Data in this exercise >>
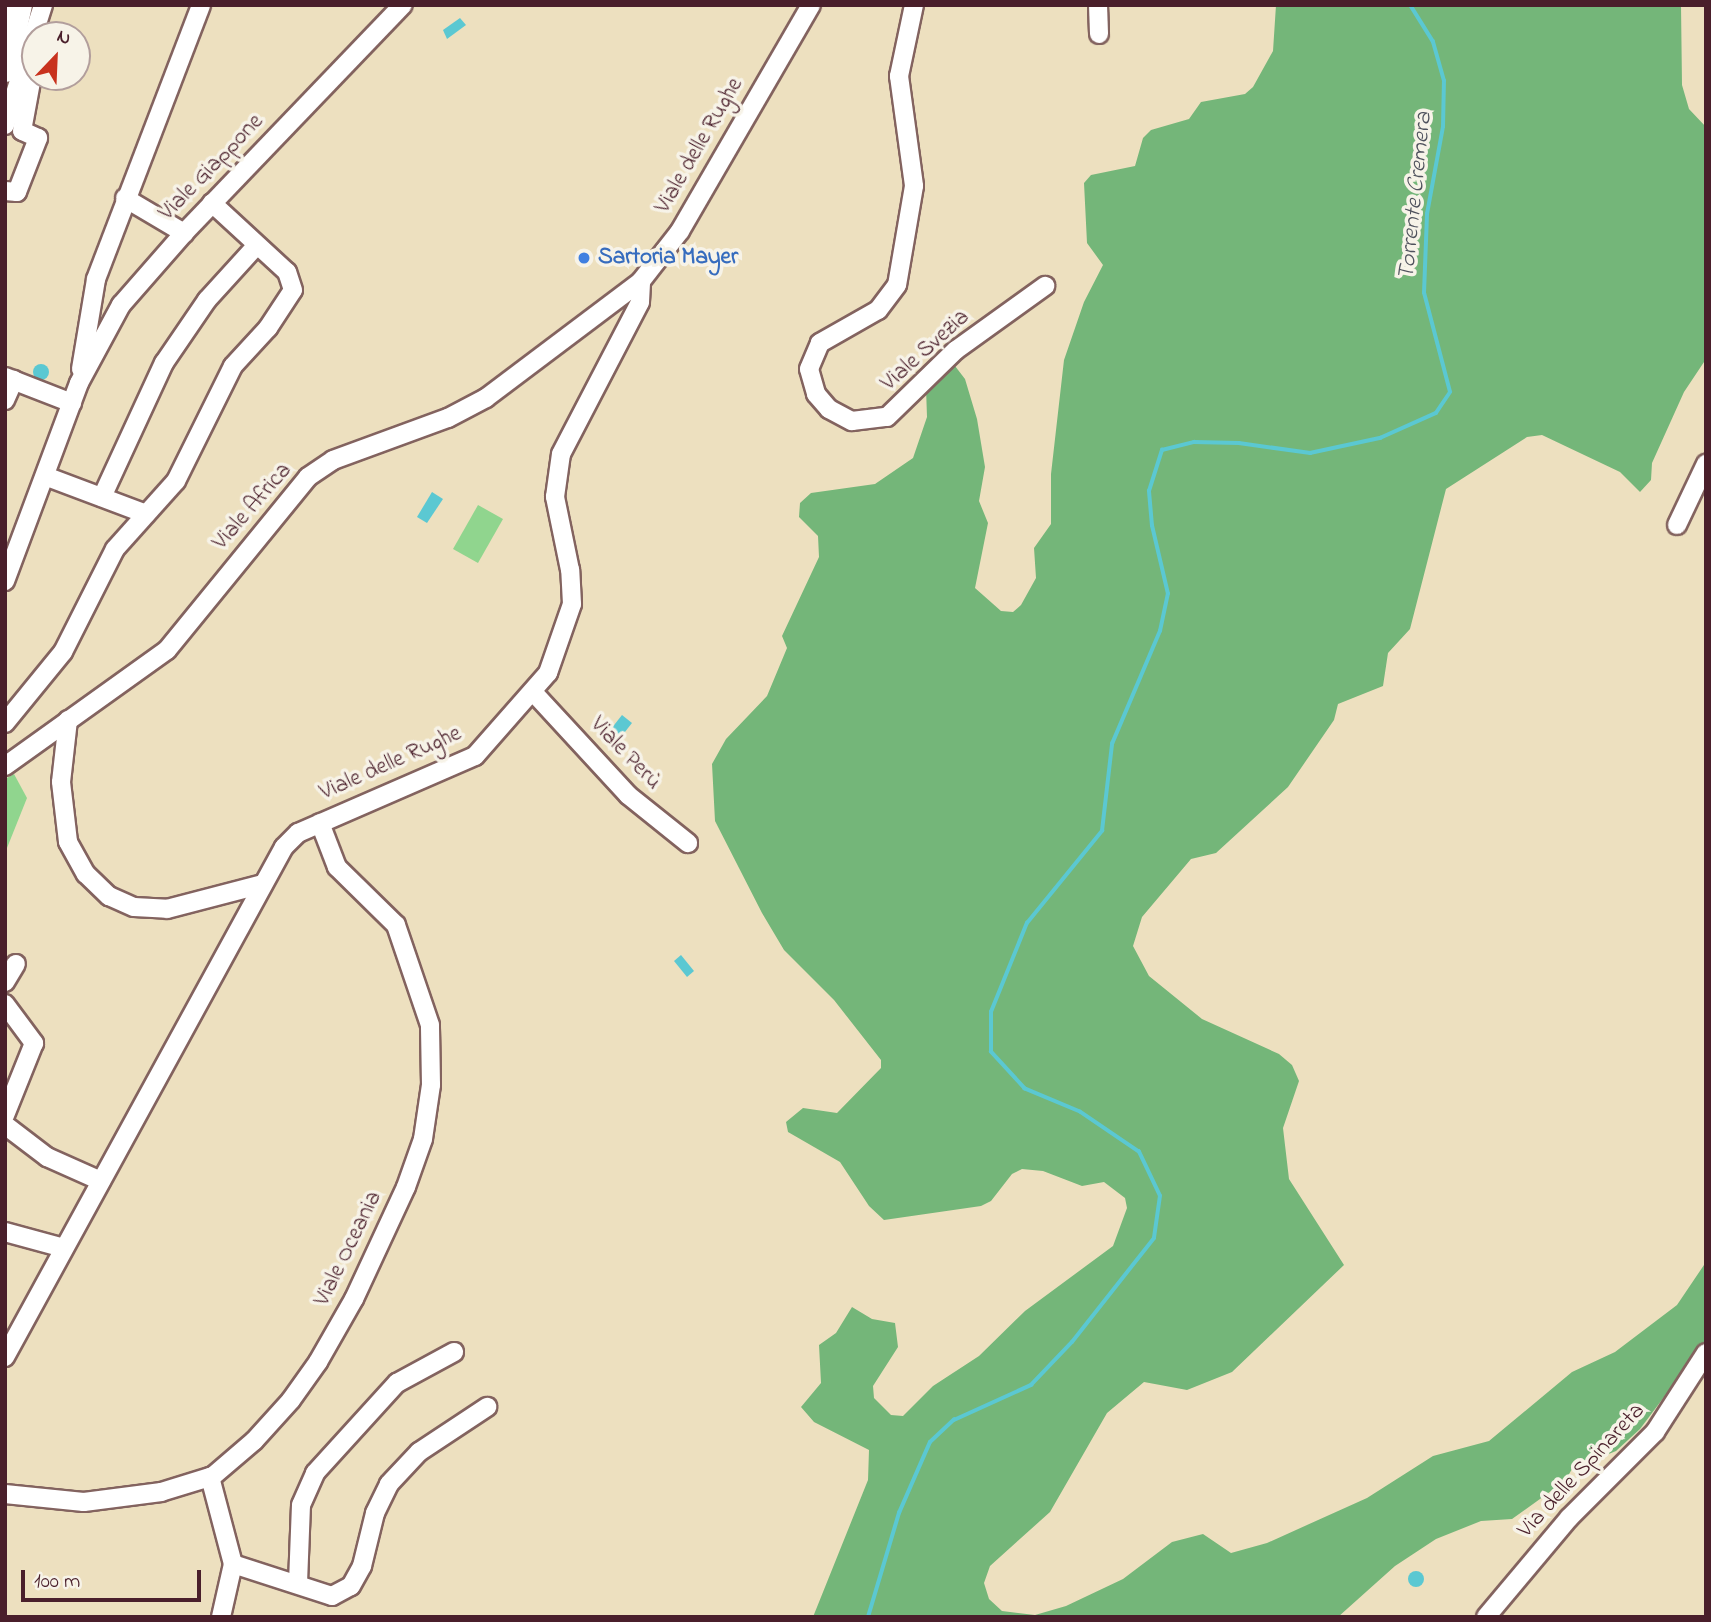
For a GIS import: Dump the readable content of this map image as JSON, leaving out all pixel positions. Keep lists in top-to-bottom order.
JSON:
{
  "streets": {
    "street": [
      "Viale delle Rughe",
      "Viale Giappone",
      "Viale Svezia",
      "Viale Africa",
      "Viale Perù",
      "Viale Oceania",
      "Via delle Spinareta"
    ]
  },
  "crossings": [
    ["Viale delle Rughe", "Viale Africa"],
    ["Viale delle Rughe", "Viale Perù"],
    ["Viale delle Rughe", "Viale Oceania"]
  ],
  "water": ["Torrente Cremera"],
  "places": ["Sartoria Mayer"],
  "scale_bar": "100 m",
  "north": "top right"
}
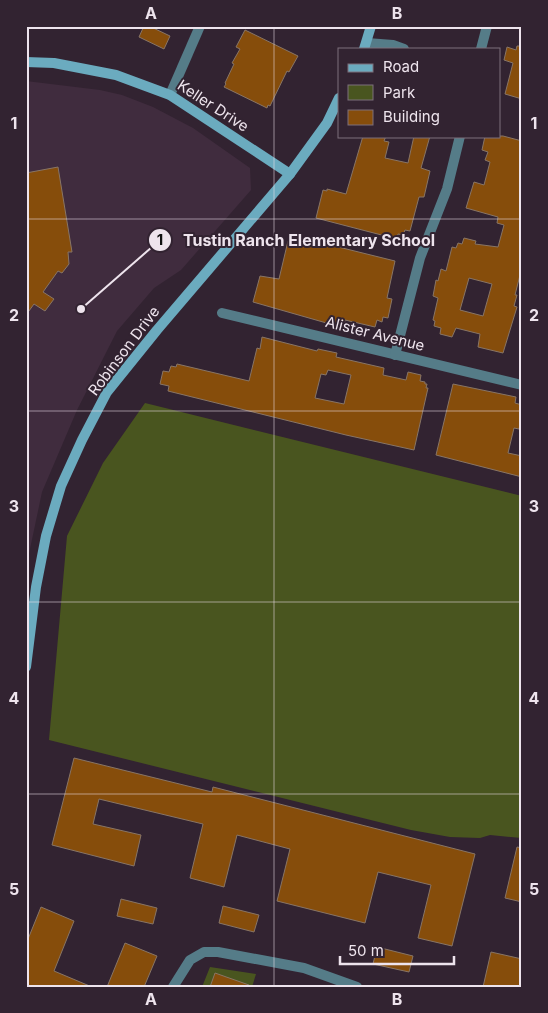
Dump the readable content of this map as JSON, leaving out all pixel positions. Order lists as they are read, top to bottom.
{
  "streets": {
    "street": ["Keller Drive", "Alister Avenue", "Robinson Drive"]
  },
  "crossings": [
    ["Keller Drive", "Robinson Drive"]
  ],
  "places": ["Tustin Ranch Elementary School"],
  "legend": ["Road", "Park", "Building"],
  "scale_bar": "50 m",
  "grid": {
    "columns": ["A", "B"],
    "rows": [
      "1",
      "2",
      "3",
      "4",
      "5"
    ]
  }
}
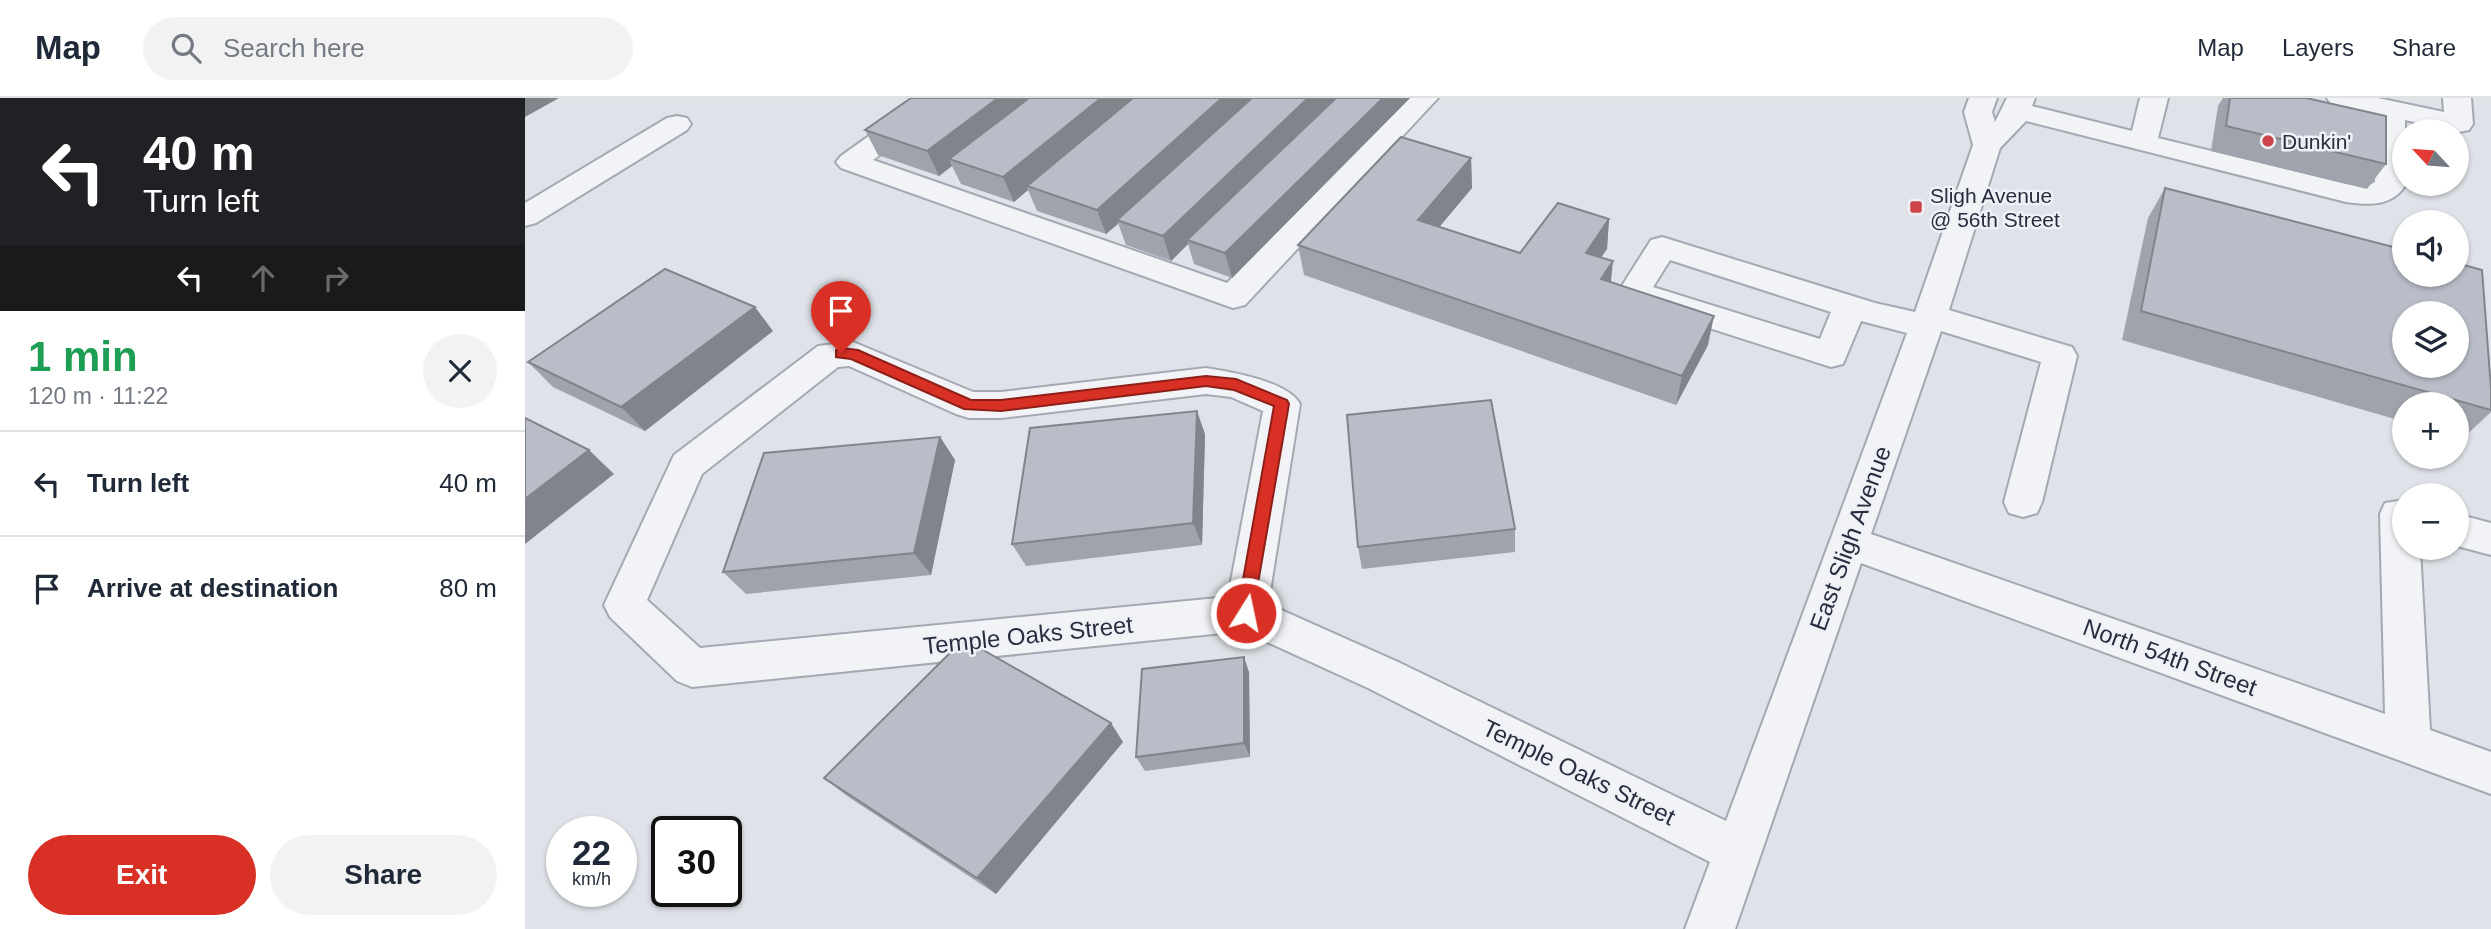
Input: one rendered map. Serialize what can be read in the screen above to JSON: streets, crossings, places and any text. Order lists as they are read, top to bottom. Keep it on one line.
{"streets":{"street":["East Sligh Avenue","Temple Oaks Street","North 54th Street"]},"crossings":[["East Sligh Avenue","Temple Oaks Street"],["East Sligh Avenue","North 54th Street"]],"places":{"other":["Dunkin'"],"transit":["Sligh Avenue @ 56th Street"]},"north":"top left","page":{"header":"Map","search":"Search here","nav":["Map","Layers","Share"],"turn":["40 m","Turn left"],"map_buttons":["+","−"],"heading":["1 min","120 m · 11:22"],"list":[{"name":"Turn left","value":"40 m"},{"name":"Arrive at destination","value":"80 m"}],"speed":"22 km/h","limit":"30","buttons":["Exit","Share"]}}
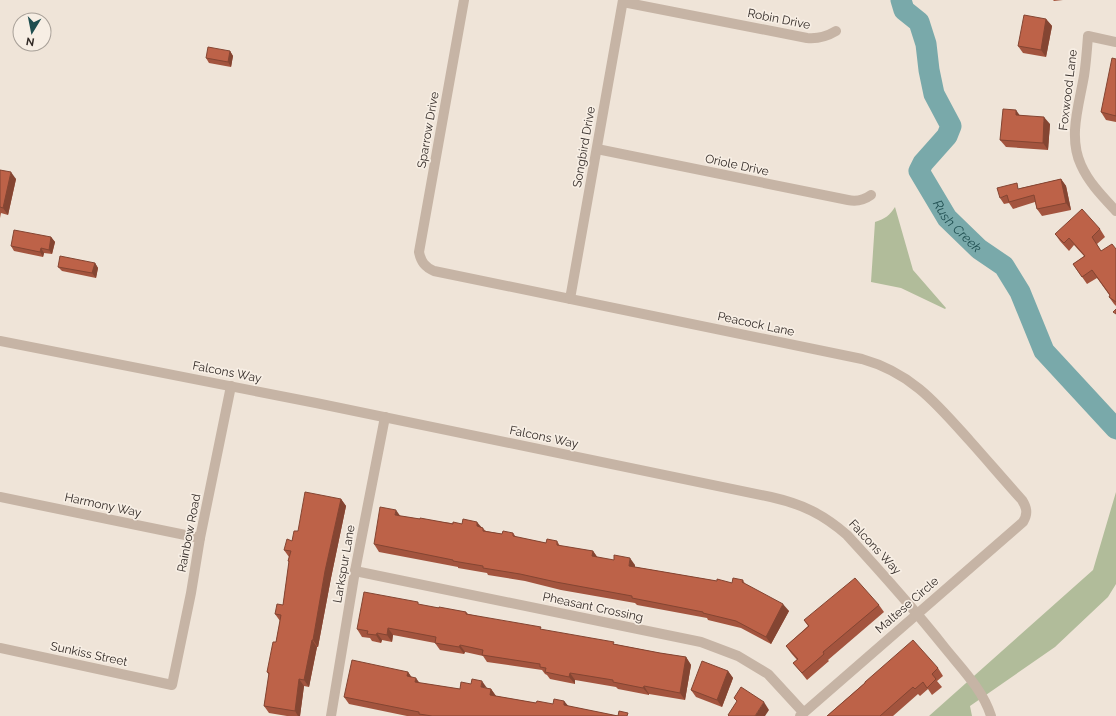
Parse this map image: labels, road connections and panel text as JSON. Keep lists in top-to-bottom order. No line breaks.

Task description >>
Where a line of the listing holds the string "image", copy that line.

Completed exercise >>
For a GIS import: Dump the readable content of this map image as JSON, leaving out all pixel positions. Keep lists in top-to-bottom order.
Parse this map image: labels, road connections and panel text as JSON. Keep lists in top-to-bottom order. No line breaks.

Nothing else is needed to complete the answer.